Thursday, July 25, 2013

The Oyster

A touch of sadness decorates the sea,
my home: those cold beds where I nestle,
filtering through what washes over me
for nourishment. I am nothing special:

a simple bivalve, brainless, hardly more
intelligent than the surrounding rock
deposited by that volcano or
tsunami, some upheaval. I take stock

of what I am only when grains of sand
make my interior a living Hell.
I hold these tears to help me understand
why I am here: why you might feel compelled

to slip a knife into my little world,
and twist, until I pop, in search of pearl.





Sunday, July 21, 2013

The Case of N

My name is N. N stands for nothing.
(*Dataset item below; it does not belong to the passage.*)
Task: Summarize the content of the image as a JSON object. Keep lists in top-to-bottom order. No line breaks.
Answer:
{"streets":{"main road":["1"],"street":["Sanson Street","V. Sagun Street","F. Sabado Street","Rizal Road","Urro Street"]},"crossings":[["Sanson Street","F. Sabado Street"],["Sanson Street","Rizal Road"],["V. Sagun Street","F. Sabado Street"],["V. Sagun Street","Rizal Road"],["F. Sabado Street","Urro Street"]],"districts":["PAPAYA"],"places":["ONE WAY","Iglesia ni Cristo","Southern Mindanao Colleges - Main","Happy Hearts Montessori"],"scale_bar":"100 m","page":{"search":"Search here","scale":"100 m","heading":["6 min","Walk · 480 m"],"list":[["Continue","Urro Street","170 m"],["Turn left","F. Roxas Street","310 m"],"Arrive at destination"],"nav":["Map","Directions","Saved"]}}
I stand for nothing. I say nothing. I have surrendered my identity to an attorney to plead my case.
I might be almost anyone. I might be you. Almost all the parts that make me who I am are interchangeable with yours, thanks to science: my skin, my hair, my eyes, my lungs, my heart, my pancreas, my liver.
Soon, you will have access to my memories. Make no mistake. I’m in all the databases of the State. And so are you. And, just in case, I carry a small card inside my wallet entitling the State to take everything away.
Except, perhaps, my soul—my client. My soul is something that I can’t supply, and nobody can take it away. Believe me, men have tried. My soul is mine until I die, I am afraid: since, strictly speaking, souls do not exist in science, or in law. Souls cannot be transplanted or imprisoned, can they? No. Although they can be put on trial, as my soul has been put on trial here. And some may linger on in literature for a few years—like love, or mercy—in a ghostly way.
I guess if any meaningful relationship exists between us now, outside of fiction, then, it must consist of dreams, mustn’t it? We are like the present and the past, forever missing one another as we pass into the night, the future, that land of dreams.
You have dreams. I have dreams. We all have dreams. And if you dream, you probably have nightmares, too. I hope your dreams out-number your nightmares. I really do. Mine run about fifty-fifty, if I dream at all. I seldom fall asleep so deeply that I genuinely dream.
Whatever the reason, usually exhaustion, now and then, my eyelids close and I suddenly find myself in situations so strange—so full of details, color and emotional intensity—they must be dreams. Or nightmares. They seem so different from the world I know.
Dream or nightmare? Where am I? I am definitely somewhere. I am here. Exactly where here is is hard to say with anything resembling the geographic certainty necessary to remove all doubt. A dream depends upon what sort of story you construct around the images you see. A cloud perpetually surrounds a dream. A dream expresses no reality, nightmarish or otherwise, until you wake. And then it is too late. The dream is dead.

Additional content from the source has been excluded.